Selon Yanis Limame, président du syndicat Gaëlis à Lyon, la précarité étudiante augmente d'années en années. "On demande qu'il y ait une vraie prise de conscience et une prise de responsabilité des dirigeants et des responsables politiques, pour qu'on puisse avoir de véritables actions au niveau des bourses, mais aussi du logement. Pour qu'on puisse enfin sortir de cette spirale de la précarité."

Selon l'Union nationale des étudiants de France (UNEF), le coût de la vie étudiante a augmenté de 2,83% à la rentrée 2019. En cause notamment, une hausse des loyers, des frais d'inscriptions et même des repas au restaurant universitaire.

Un acte politique

Dans un message relayé par le syndicat Solidaire étudiant-e-s, le jeune étudiant lyonnais explique que son acte est avant tout politique. "Je vise un lieu politique, le ministère de l’enseignement supérieur et de la recherche et par extension, le gouvernement.[...] J’accuse Macron, Hollande, Sarkozy et l’UE de m’avoir tué, en créant des incertitudes sur l’avenir de tous-tes, j’accuse aussi Le Pen et les éditorialistes d’avoir créé des peurs plus que secondaires”, écrit le jeune homme.
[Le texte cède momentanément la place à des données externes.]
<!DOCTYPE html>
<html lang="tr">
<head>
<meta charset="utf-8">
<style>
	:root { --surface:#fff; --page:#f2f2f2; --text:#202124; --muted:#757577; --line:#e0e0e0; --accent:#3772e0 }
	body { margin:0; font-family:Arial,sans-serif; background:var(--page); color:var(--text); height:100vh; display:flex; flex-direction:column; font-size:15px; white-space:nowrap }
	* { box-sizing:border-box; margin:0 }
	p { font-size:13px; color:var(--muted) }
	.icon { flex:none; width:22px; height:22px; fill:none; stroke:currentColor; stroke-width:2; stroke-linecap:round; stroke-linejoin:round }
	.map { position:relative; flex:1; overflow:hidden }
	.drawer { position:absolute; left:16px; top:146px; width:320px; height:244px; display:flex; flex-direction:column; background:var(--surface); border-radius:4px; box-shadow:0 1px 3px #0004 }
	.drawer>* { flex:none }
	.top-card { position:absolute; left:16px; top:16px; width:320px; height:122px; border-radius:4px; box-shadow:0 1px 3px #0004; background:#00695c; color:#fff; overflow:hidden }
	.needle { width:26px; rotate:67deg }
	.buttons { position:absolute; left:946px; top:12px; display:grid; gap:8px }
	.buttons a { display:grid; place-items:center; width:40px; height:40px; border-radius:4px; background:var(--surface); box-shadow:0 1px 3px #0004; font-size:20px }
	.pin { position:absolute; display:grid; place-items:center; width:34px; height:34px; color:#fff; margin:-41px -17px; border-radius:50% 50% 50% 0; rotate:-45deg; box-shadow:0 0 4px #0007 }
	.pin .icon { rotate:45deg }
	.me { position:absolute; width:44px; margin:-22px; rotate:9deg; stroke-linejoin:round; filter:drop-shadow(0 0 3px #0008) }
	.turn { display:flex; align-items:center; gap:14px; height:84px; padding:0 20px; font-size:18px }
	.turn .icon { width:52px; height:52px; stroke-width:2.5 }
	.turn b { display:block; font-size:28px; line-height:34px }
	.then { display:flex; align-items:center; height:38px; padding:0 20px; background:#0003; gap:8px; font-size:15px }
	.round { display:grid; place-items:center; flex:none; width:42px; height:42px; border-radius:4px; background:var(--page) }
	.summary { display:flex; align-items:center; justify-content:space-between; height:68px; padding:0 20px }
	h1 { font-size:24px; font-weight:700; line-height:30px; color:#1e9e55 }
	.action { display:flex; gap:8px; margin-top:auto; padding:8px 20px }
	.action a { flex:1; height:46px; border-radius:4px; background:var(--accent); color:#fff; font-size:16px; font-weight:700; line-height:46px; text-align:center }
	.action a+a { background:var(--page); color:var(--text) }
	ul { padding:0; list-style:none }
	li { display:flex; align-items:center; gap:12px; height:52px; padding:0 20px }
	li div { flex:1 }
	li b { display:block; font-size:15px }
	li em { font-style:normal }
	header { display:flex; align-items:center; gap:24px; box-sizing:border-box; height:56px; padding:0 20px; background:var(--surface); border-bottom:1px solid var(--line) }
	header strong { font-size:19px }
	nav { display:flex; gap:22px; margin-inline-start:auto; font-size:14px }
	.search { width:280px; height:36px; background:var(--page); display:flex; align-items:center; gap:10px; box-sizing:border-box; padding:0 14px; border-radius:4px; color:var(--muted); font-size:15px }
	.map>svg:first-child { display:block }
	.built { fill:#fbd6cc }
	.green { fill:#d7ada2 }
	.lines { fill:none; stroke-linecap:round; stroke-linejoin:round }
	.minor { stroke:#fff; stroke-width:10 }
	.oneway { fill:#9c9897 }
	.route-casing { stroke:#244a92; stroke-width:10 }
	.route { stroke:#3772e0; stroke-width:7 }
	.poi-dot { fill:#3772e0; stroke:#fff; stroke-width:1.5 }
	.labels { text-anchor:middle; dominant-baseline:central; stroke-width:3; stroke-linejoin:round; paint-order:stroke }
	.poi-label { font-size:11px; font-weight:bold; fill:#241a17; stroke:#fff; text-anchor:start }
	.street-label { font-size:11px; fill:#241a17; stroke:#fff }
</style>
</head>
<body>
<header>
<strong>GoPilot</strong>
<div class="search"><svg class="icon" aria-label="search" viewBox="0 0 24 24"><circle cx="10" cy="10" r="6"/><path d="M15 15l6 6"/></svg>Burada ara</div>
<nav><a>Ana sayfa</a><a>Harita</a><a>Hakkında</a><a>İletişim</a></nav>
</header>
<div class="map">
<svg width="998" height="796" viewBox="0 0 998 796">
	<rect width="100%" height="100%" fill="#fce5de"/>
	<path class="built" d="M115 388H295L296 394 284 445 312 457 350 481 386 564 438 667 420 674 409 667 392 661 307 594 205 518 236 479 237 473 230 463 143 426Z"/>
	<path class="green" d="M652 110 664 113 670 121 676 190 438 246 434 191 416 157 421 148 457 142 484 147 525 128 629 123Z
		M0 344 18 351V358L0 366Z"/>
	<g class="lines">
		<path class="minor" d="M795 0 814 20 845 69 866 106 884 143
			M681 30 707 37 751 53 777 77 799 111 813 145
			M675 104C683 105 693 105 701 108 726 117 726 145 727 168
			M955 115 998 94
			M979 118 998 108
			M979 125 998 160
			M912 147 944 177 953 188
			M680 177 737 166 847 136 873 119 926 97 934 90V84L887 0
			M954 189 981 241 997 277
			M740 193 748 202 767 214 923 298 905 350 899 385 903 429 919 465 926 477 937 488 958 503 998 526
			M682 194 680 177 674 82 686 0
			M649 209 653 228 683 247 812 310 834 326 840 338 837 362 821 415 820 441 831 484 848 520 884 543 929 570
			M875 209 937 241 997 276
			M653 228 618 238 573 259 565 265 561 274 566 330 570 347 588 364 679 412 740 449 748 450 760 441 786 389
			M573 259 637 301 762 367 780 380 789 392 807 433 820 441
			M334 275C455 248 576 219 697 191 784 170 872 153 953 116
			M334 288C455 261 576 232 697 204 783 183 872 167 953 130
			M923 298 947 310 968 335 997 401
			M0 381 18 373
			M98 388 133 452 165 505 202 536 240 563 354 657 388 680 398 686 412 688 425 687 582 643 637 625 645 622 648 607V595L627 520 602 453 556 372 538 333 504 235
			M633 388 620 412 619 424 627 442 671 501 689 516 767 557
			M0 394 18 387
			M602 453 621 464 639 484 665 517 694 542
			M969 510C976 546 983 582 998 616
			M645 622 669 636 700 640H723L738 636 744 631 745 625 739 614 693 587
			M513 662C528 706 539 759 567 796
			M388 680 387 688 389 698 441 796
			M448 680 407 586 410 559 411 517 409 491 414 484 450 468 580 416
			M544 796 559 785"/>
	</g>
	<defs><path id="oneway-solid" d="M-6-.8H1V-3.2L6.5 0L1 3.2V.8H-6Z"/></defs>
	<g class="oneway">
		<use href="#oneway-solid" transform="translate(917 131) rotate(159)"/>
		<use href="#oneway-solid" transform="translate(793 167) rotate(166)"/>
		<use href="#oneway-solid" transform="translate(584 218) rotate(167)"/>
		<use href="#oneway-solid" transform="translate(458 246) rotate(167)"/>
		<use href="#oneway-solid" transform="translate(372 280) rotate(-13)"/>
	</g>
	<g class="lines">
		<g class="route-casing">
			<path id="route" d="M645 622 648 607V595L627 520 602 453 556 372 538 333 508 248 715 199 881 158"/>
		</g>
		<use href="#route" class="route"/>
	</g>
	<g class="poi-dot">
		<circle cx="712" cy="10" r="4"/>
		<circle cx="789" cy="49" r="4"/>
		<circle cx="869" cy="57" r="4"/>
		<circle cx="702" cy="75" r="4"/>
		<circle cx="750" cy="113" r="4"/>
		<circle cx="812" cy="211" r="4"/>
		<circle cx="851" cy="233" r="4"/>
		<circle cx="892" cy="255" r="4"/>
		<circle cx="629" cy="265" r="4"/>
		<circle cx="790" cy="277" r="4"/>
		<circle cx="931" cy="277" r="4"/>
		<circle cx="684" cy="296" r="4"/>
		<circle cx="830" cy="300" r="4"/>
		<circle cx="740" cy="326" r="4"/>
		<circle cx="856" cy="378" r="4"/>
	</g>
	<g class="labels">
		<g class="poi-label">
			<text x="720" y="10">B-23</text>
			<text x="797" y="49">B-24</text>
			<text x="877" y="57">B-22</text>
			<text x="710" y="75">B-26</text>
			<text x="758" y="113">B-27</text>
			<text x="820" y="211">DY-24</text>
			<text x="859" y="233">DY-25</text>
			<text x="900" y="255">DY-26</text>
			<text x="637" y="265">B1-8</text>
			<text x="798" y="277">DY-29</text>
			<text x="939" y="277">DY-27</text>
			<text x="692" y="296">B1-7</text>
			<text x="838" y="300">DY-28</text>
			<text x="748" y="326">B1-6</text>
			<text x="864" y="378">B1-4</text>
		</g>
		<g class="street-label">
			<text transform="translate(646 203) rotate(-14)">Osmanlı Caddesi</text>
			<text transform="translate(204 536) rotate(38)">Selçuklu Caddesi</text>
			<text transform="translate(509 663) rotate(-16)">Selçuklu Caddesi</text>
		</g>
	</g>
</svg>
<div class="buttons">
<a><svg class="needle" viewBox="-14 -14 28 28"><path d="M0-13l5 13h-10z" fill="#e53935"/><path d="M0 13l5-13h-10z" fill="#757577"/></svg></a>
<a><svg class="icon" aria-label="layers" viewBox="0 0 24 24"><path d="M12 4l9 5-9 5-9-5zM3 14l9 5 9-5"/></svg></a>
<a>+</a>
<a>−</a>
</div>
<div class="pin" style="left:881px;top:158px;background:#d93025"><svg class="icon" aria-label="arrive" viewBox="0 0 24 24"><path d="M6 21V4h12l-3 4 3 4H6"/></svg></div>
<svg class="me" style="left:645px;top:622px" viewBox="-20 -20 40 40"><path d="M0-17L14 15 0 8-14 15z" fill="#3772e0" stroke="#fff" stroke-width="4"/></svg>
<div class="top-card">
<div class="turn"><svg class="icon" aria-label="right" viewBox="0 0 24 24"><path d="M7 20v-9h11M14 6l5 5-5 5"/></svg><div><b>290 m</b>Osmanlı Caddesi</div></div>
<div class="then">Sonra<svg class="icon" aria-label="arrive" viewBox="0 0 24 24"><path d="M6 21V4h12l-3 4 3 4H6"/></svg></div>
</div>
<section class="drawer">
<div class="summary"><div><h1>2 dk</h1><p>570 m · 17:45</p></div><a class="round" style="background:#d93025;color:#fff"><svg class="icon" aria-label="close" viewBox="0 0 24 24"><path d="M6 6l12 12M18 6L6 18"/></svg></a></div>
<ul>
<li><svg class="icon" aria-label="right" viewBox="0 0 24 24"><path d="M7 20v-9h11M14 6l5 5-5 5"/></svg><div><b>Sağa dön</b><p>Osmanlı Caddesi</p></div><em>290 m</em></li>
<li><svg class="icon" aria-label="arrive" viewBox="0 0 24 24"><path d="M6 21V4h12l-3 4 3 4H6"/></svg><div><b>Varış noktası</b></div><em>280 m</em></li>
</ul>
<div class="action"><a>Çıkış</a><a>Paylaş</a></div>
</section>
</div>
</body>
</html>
Son geste a ravivé la colère de nombreux étudiants dans toute la France. A Paris, Nantes, Lille, ou Saint Etienne, ils ont eux aussi dénoncé l’inaction des pouvoirs publics. A l'Université Lyon 2, où le jeune homme était scolarisé, des étudiants ont bloqué l’établissement mercredi 13 novembre, avant d'être délogés dans la soirée par les forces de l'ordre.

Le syndicat étudiant UNEF soutient la mobilisation, mais appelle à des actions concertées. "Cette mobilisation, si elle est amenée à durer, doit se faire dans un certain cadre. De sorte qu'on ne se décrédibilise pas, pour qu'on puisse défendre nos intérêts, et nos droits", estime Maroyane Mohad, membre de l'UNEF Lyon.

Les étudiants français ne comptent pas laisser retomber la pression. A Lyon II, ils ont voté un nouveau blocage de l'université dans les jours à venir. Les syndicats appellent aussi à une manifestation sur tout le territoire le 5 décembre prochain.